◆ Assignment
For each line below, check for "header"; give only the total of lines where it occurs.

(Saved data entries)
+-------+
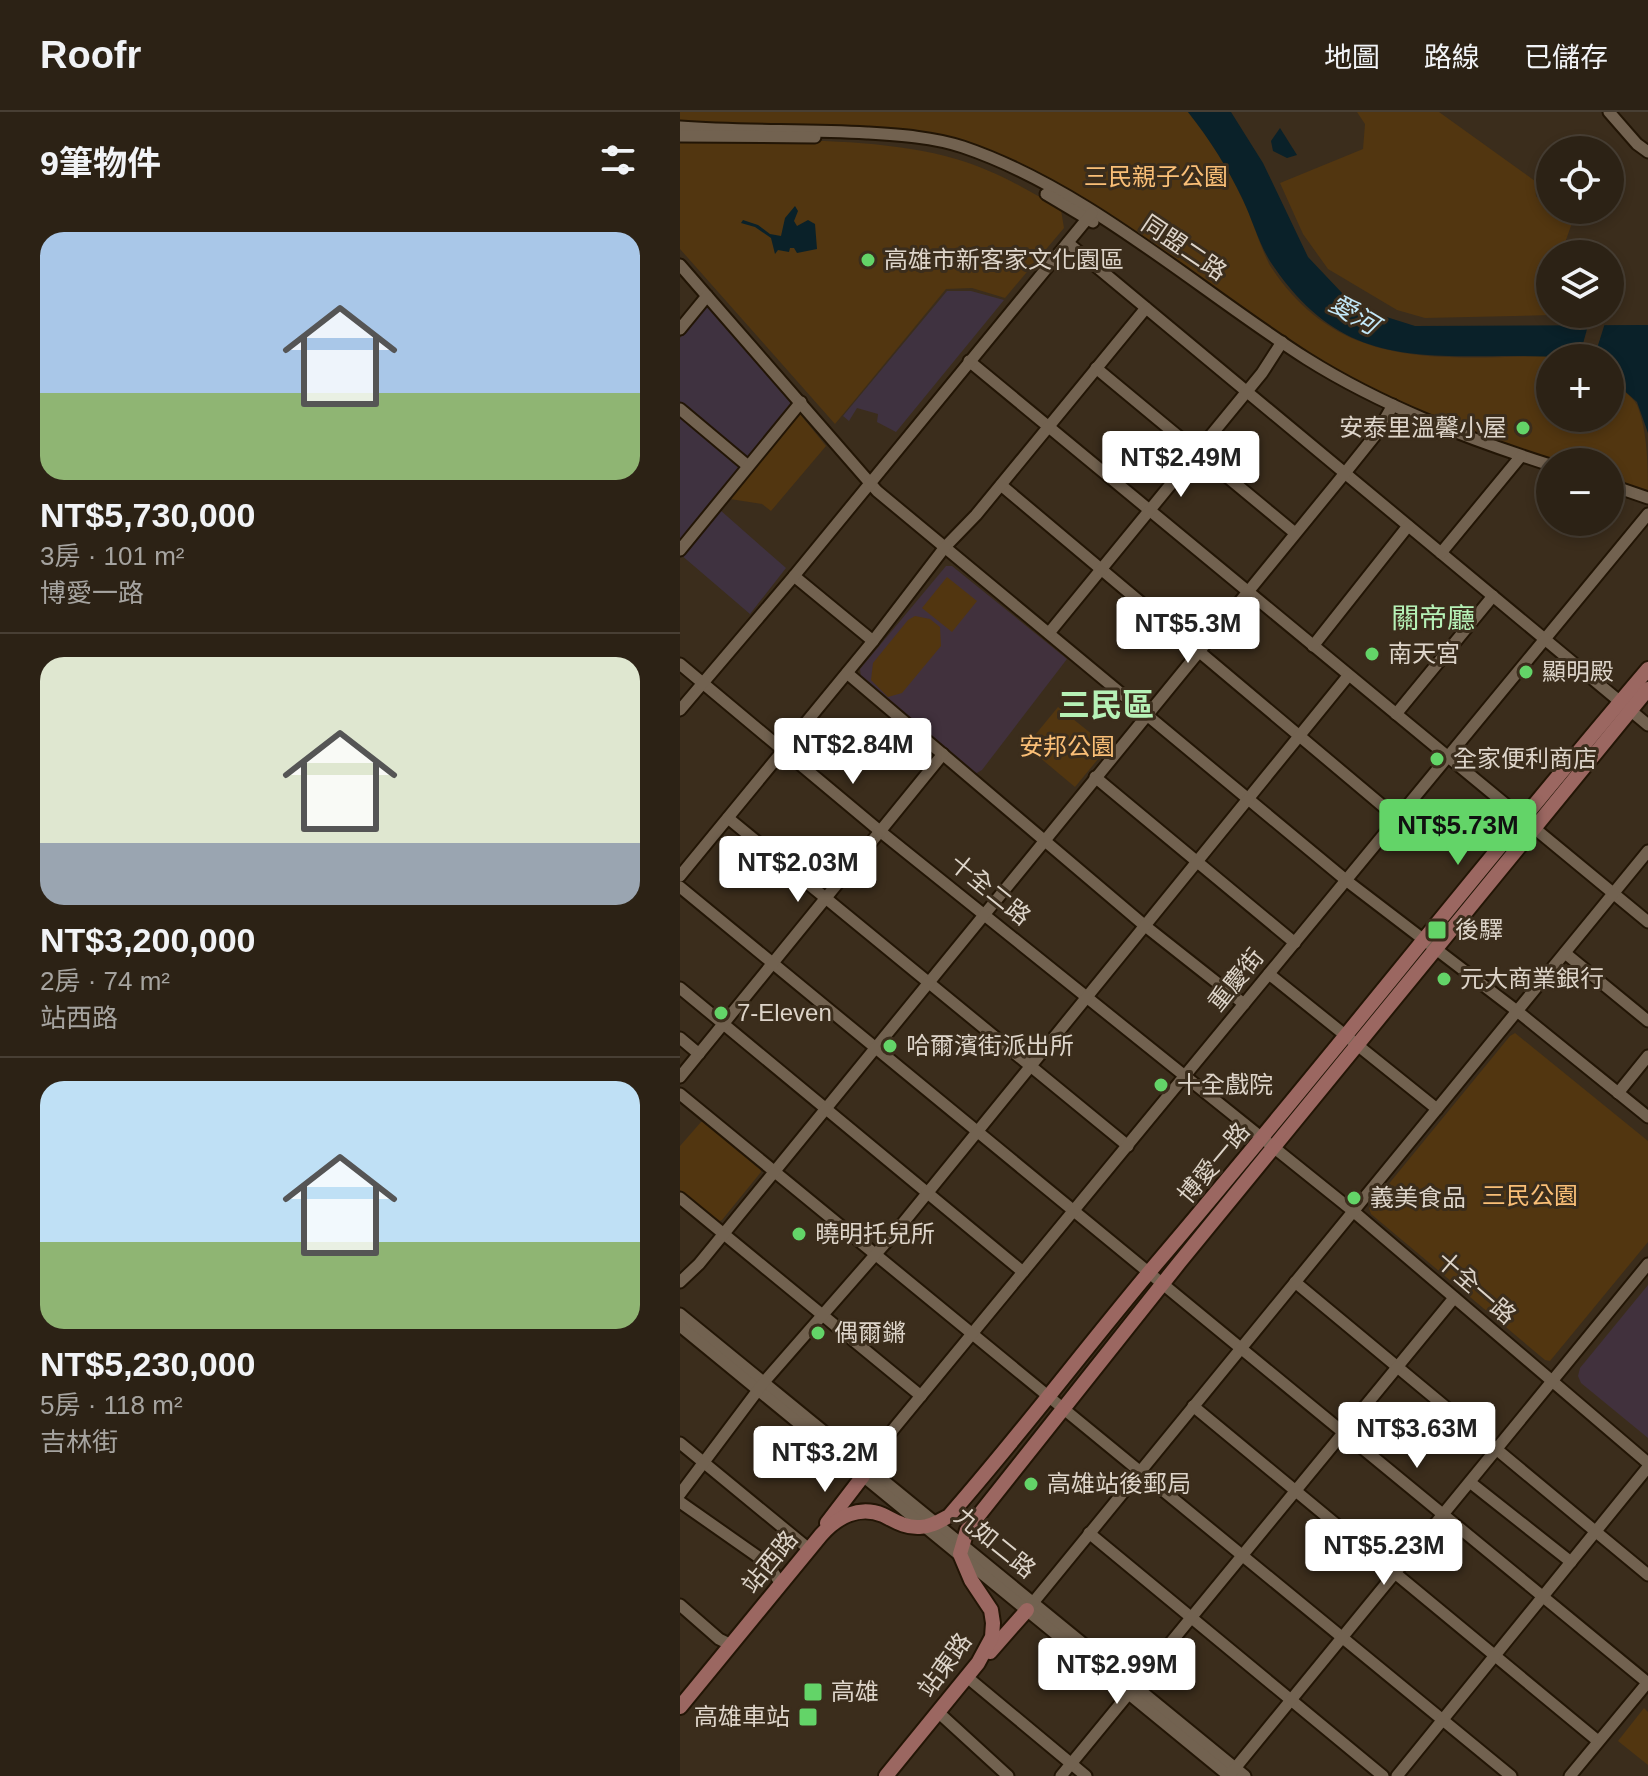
<!DOCTYPE html>
<html lang="zh-TW">
<head>
<meta charset="utf-8">
<style>
  :root { --surface:#2c2215; --page:#382f22; --text:#f1f3f6; --muted:#a6a4a0; --line:#483f34; --accent:#63d468 }
  body { margin:0; font-family:Helvetica,"Noto Sans TC",sans-serif; background:var(--page); color:var(--text); height:100vh; display:flex; flex-direction:column; font-size:30px; white-space:nowrap }
  * { box-sizing:border-box; margin:0 }
  p { font-size:26px; color:var(--muted) }
  .icon { flex:none; width:44px; height:44px; fill:none; stroke:currentColor; stroke-width:2; stroke-linecap:round; stroke-linejoin:round }
  .map { position:relative; flex:1; overflow:hidden }
  .side { display:flex; flex-direction:column; background:var(--surface); width:680px }
  .side>* { flex:none }
  .fabs { position:absolute; left:856px; top:24px; display:grid; gap:16px }
  .fabs a { display:grid; place-items:center; width:88px; height:88px; border-radius:50%; background:var(--surface); box-shadow:0 4px 12px #0003,0 0 0 2px var(--line); font-size:40px }
  .price { position:absolute; translate:-50% -68px; padding:0 18px; border-radius:8px; background:#fff; color:#222; font-size:26px; line-height:52px; filter:drop-shadow(0 2px 4px #0008) }
  .price::after { content:''; position:absolute; left:50%; top:48px; width:24px; height:18px; margin-left:-12px; background:inherit; clip-path:polygon(0 0,100% 0,50% 100%) }
  .price.current { background:var(--accent); color:#111 }
  ul { padding:0; list-style:none }
  li { display:grid; align-content:center; gap:16px; height:424px; padding:0 40px }
  li+li { border-top:2px solid var(--line) }
  li span { display:grid; place-items:center; height:248px; border-radius:24px; color:#555 }
  li>.icon { margin-inline-start:auto }
  span .icon { width:144px; height:144px; fill:#fffc; stroke-width:1 }
  li b { font-size:34px }
  h2 { display:flex; justify-content:space-between; align-items:center; height:96px; padding:0 40px; font-size:34px }
  header { display:flex; align-items:center; gap:48px; box-sizing:border-box; height:112px; padding:0 40px; background:var(--surface); border-bottom:2px solid var(--line) }
  header strong { font-size:38px }
  nav { display:flex; gap:44px; margin-inline-start:auto; font-size:28px }
  main { display:flex; flex:1; min-height:0 }
  .map>svg:first-child { display:block }
  .industrial { fill:#3f3240 }
  .education { fill:#41313d }
  .green { fill:#523610 }
  .water { fill:#0a2129 }
  .pier { fill:#3b2d1c }
  .lines { fill:none; stroke-linecap:round; stroke-linejoin:round }
  .minor-casing { stroke:#221505; stroke-width:15 }
  .major-casing { stroke:#221505; stroke-width:18 }
  .minor { stroke:#726250; stroke-width:11 }
  .major { stroke:#9b6761; stroke-width:14 }
  .poi-dot { fill:#63d468; stroke:#3b2d1c; stroke-width:3 }
  .labels { text-anchor:middle; stroke-width:6; stroke-linejoin:round; paint-order:stroke }
  .park-label { font-size:24px; fill:#fabf77; stroke:#3b2d1c }
  .street-label { font-size:24px; fill:#ddd4c9; stroke:#3b2d1c }
  .poi-label { font-size:24px; fill:#ddd4c9; stroke:#3b2d1c; text-anchor:start }
  .water-label { font-size:26px; font-style:italic; fill:#c2e7f7; stroke:#3b2d1c }
  .quarter-label { font-size:28px; fill:#b6f1b6; stroke:#3b2d1c }
  .district-label { font-size:32px; font-weight:bold; fill:#b6f1b6; stroke:#3b2d1c }
</style>
</head>
<body>
<header>
<strong>Roofr</strong>
<nav><a>地圖</a><a>路線</a><a>已儲存</a></nav>
</header>
<main>
<section class="side">
<h2>9筆物件<svg class="icon" aria-label="filters" viewBox="0 0 24 24"><path d="M4 7h16M4 17h16"/><circle cx="9" cy="7" r="2"/><circle cx="15" cy="17" r="2"/></svg></h2>
<ul>
<li><span style="background:linear-gradient(#a9c7e8 65%,#8fb573 0)"><svg class="icon" aria-label="home" viewBox="0 0 24 24"><path d="M3 11l9-7 9 7M6 9v11h12V9"/></svg></span><div><b>NT$5,730,000</b><p>3房 · 101 m²</p><p>博愛一路</p></div></li>
<li><span style="background:linear-gradient(#dfe7d0 75%,#9aa5b1 0)"><svg class="icon" aria-label="home" viewBox="0 0 24 24"><path d="M3 11l9-7 9 7M6 9v11h12V9"/></svg></span><div><b>NT$3,200,000</b><p>2房 · 74 m²</p><p>站西路</p></div></li>
<li><span style="background:linear-gradient(#bfe0f5 65%,#8fb573 0)"><svg class="icon" aria-label="home" viewBox="0 0 24 24"><path d="M3 11l9-7 9 7M6 9v11h12V9"/></svg></span><div><b>NT$5,230,000</b><p>5房 · 118 m²</p><p>吉林街</p></div></li>
</ul>
</section>
<div class="map">
<svg width="968" height="1664" viewBox="0 0 968 1664">
  <rect width="100%" height="100%" fill="#3b2d1c"/>
  <g class="industrial">
    <polygon points="267,179 291,179 324,188 216,320 197,310 198,302 177,296 169,309 163,304"/>
    <polygon points="27,194 113,291 31,390 106,456 70,502 0,442 0,226"/>
  </g>
  <g class="education">
    <polygon points="266,454 272,454 387,547 302,658 295,662 181,565 180,557"/>
    <polygon points="968,1173 968,1326 901,1271 898,1264 900,1256"/>
  </g>
  <g class="green">
    <path d="M0 0H508C533 31 552 63 568 99 574 114 584 144 591 155 663 264 767 244 879 244L894 246H870V306H930V267C939 275 951 283 957 293 968 320 968 356 968 386L930 373V350H870L685 280 419 105 332 55 240 27 0 15Z"/>
    <polygon points="677,0 759,0 855,69 856,84 865,93 870,86 870,98 883,98 892,111 881,142 870,142 870,202 873,203 745,206 717,198 648,157 623,122 600,71 683,37 685,12"/>
    <path d="M0 28C85 29 194 23 276 47 314 58 347 77 381 98L384 116 325 186 292 176 266 177 155 312 0 137Z"/>
    <polygon points="120,302 146,334 91,399 82,392 50,387"/>
    <polygon points="267,465 297,489 272,520 242,496"/>
    <polygon points="235,504 250,507 260,515 261,534 222,581 208,585 191,568 193,551 228,508"/>
    <polygon points="378,595 428,635 395,675 346,634"/>
    <polygon points="835,921 968,1029 968,1130 870,1249 865,1248 691,1102 689,1096 830,924"/>
    <polygon points="27,1009 79,1052 81,1060 42,1108 35,1111 0,1082 0,1034 21,1010"/>
    <polygon points="964,1596 968,1600 968,1653 938,1629"/>
  </g>
  <g class="water">
    <path d="M508 0H551L583 51 628 145 663 182 697 202 735 214 968 213V321L957 290 930 266V246C897 246 865 244 832 244 728 245 659 249 594 155 580 136 573 109 563 88 548 56 530 28 508 0Z"/>
    <polygon points="600,16 617,43 607,46 593,39 591,29"/>
    <polygon points="115,94 118,99 114,109 117,114 128,108 135,112 137,137 117,141 114,136 110,136 109,140 98,138 95,142 91,126 75,115 61,111 63,108 78,113 90,122 101,124 105,106"/>
  </g>
  <polygon class="pier" points="909,210 925,211 914,246 899,246"/>
  <g class="lines">
    <g class="minor-casing">
      <g id="minor">
        <polyline points="929,0 957,32 968,40"/>
        <path d="M0 15C62 20 125 17 187 21 219 23 253 25 283 35 407 77 517 177 627 247 702 294 786 326 870 353"/>
        <polyline points="0,24 135,25"/>
        <polyline points="366,82 413,110"/>
        <polyline points="388,131 968,613"/>
        <polyline points="0,153 197,379 667,769 837,899 968,1005"/>
        <polyline points="0,217 27,184"/>
        <polyline points="289,249 968,810"/>
        <polyline points="416,256 615,421"/>
        <polyline points="0,297 68,354"/>
        <polyline points="321,373 717,706"/>
        <polyline points="930,373 968,386"/>
        <polyline points="0,438 121,290"/>
        <polyline points="761,441 841,344"/>
        <polyline points="114,464 193,529"/>
        <polyline points="369,521 582,261 602,230"/>
        <polyline points="633,534 728,414"/>
        <polyline points="0,552 201,720 673,1099 968,1351"/>
        <polyline points="167,561 464,813 564,892"/>
        <polyline points="0,598 114,464 412,101"/>
        <polyline points="716,602 813,484"/>
        <polyline points="415,665 615,831"/>
        <polyline points="48,706 448,1034"/>
        <polyline points="0,764 193,529 265,435 296,403 466,196"/>
        <polyline points="0,775 968,1571"/>
        <polyline points="885,841 968,909"/>
        <polyline points="589,862 757,997"/>
        <polyline points="0,876 343,1160"/>
        <polyline points="0,926 19,942"/>
        <polyline points="0,965 263,642"/>
        <polyline points="938,981 968,944"/>
        <polyline points="0,982 831,1664"/>
        <polyline points="0,1086 241,1284"/>
        <polyline points="0,1170 19,1152 665,361 697,321 713,293"/>
        <polyline points="615,1170 968,1463"/>
        <polyline points="0,1202 565,1664"/>
        <polyline points="0,1214 549,1664"/>
        <polyline points="513,1294 918,1629"/>
        <polyline points="0,1331 129,1437"/>
        <polyline points="183,1364 185,1353 216,1314 968,402"/>
        <polyline points="791,1371 891,1450"/>
        <polyline points="0,1382 84,1270 223,1111 668,564"/>
        <polyline points="0,1390 87,1451 101,1472"/>
        <polyline points="409,1421 703,1664"/>
        <polyline points="0,1493 39,1527 51,1533"/>
        <polyline points="347,1498 968,739"/>
        <polyline points="287,1565 406,1664"/>
        <polyline points="258,1600 328,1664"/>
        <polyline points="552,1660 968,1152"/>
        <polyline points="381,1664 774,1186"/>
        <polyline points="717,1664 968,1355"/>
        <polyline points="890,1664 968,1570"/>
      </g>
    </g>
    <g class="major-casing">
      <g id="major">
        <polyline points="147,1411 183,1364"/>
        <polyline points="310,1540 347,1498"/>
        <path d="M0 1595 141 1423C157 1405 179 1393 203 1403 215 1409 226 1416 240 1415 251 1415 260 1409 269 1404 341 1322 406 1235 476 1152 643 956 801 753 968 557"/>
        <polyline points="206,1664 298,1551 312,1525 313,1511 311,1498 291,1468 280,1442 287,1418 499,1151 968,577"/>
      </g>
    </g>
    <use href="#minor" class="minor"/>
    <use href="#major" class="major"/>
  </g>
  <g class="poi-dot">
    <circle cx="188" cy="148" r="8"/>
    <circle cx="843" cy="316" r="8"/>
    <circle cx="692" cy="542" r="8"/>
    <circle cx="846" cy="560" r="8"/>
    <circle cx="757" cy="647" r="8"/>
    <rect x="747" y="808" width="20" height="20" rx="4"/>
    <circle cx="764" cy="867" r="8"/>
    <circle cx="41" cy="901" r="8"/>
    <circle cx="210" cy="934" r="8"/>
    <circle cx="481" cy="973" r="8"/>
    <circle cx="674" cy="1086" r="8"/>
    <circle cx="119" cy="1122" r="8"/>
    <circle cx="138" cy="1221" r="8"/>
    <circle cx="351" cy="1372" r="8"/>
    <rect x="123" y="1570" width="20" height="20" rx="4"/>
    <rect x="118" y="1595" width="20" height="20" rx="4"/>
  </g>
  <g class="labels">
    <g class="park-label">
      <text x="476" y="73">三民親子公園</text>
      <text x="387" y="643">安邦公園</text>
      <text x="850" y="1092">三民公園</text>
    </g>
    <g class="street-label">
      <text transform="translate(504 136) rotate(34)" y="8">同盟二路</text>
      <text transform="translate(310 778) rotate(39)" y="8">十全二路</text>
      <text transform="translate(556 868) rotate(-51)" y="8">重慶街</text>
      <text transform="translate(534 1051) rotate(-50)" y="8">博愛一路</text>
      <text transform="translate(796 1176) rotate(41)" y="8">十全一路</text>
      <text transform="translate(315 1431) rotate(39)" y="8">九如二路</text>
      <text transform="translate(90 1450) rotate(-51)" y="8">站西路</text>
      <text transform="translate(265 1553) rotate(-54)" y="8">站東路</text>
    </g>
    <g class="poi-label">
      <text x="204" y="156">高雄市新客家文化園區</text>
      <text x="827" y="324" text-anchor="end">安泰里溫馨小屋</text>
      <text x="708" y="550">南天宮</text>
      <text x="862" y="568">顯明殿</text>
      <text x="773" y="655">全家便利商店</text>
      <text x="775" y="826">後驛</text>
      <text x="780" y="875">元大商業銀行</text>
      <text x="57" y="909">7-Eleven</text>
      <text x="226" y="942">哈爾濱街派出所</text>
      <text x="497" y="981">十全戲院</text>
      <text x="690" y="1094">義美食品</text>
      <text x="135" y="1130">曉明托兒所</text>
      <text x="154" y="1229">偶爾鏘</text>
      <text x="367" y="1380">高雄站後郵局</text>
      <text x="151" y="1588">高雄</text>
      <text x="110" y="1613" text-anchor="end">高雄車站</text>
    </g>
    <g class="water-label">
      <text transform="translate(674 202) rotate(31)" y="9">愛河</text>
    </g>
    <g class="quarter-label">
      <text x="753" y="516">關帝廳</text>
    </g>
    <g class="district-label">
      <text x="426" y="604">三民區</text>
    </g>
  </g>
</svg>
<div class="fabs">
<a><svg class="icon" aria-label="locate" viewBox="0 0 24 24"><circle cx="12" cy="12" r="6"/><path d="M12 2v4M12 18v4M2 12h4M18 12h4"/></svg></a>
<a><svg class="icon" aria-label="layers" viewBox="0 0 24 24"><path d="M12 4l9 5-9 5-9-5zM3 14l9 5 9-5"/></svg></a>
<a>+</a>
<a>−</a>
</div>
<b class="price" style="left:501px;top:387px">NT$2.49M</b>
<b class="price" style="left:508px;top:553px">NT$5.3M</b>
<b class="price" style="left:173px;top:674px">NT$2.84M</b>
<b class="price current" style="left:778px;top:755px">NT$5.73M</b>
<b class="price" style="left:118px;top:792px">NT$2.03M</b>
<b class="price" style="left:737px;top:1358px">NT$3.63M</b>
<b class="price" style="left:145px;top:1382px">NT$3.2M</b>
<b class="price" style="left:704px;top:1475px">NT$5.23M</b>
<b class="price" style="left:437px;top:1594px">NT$2.99M</b>
</div>
</main>
</body>
</html>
+-------+
◆ Your solution
4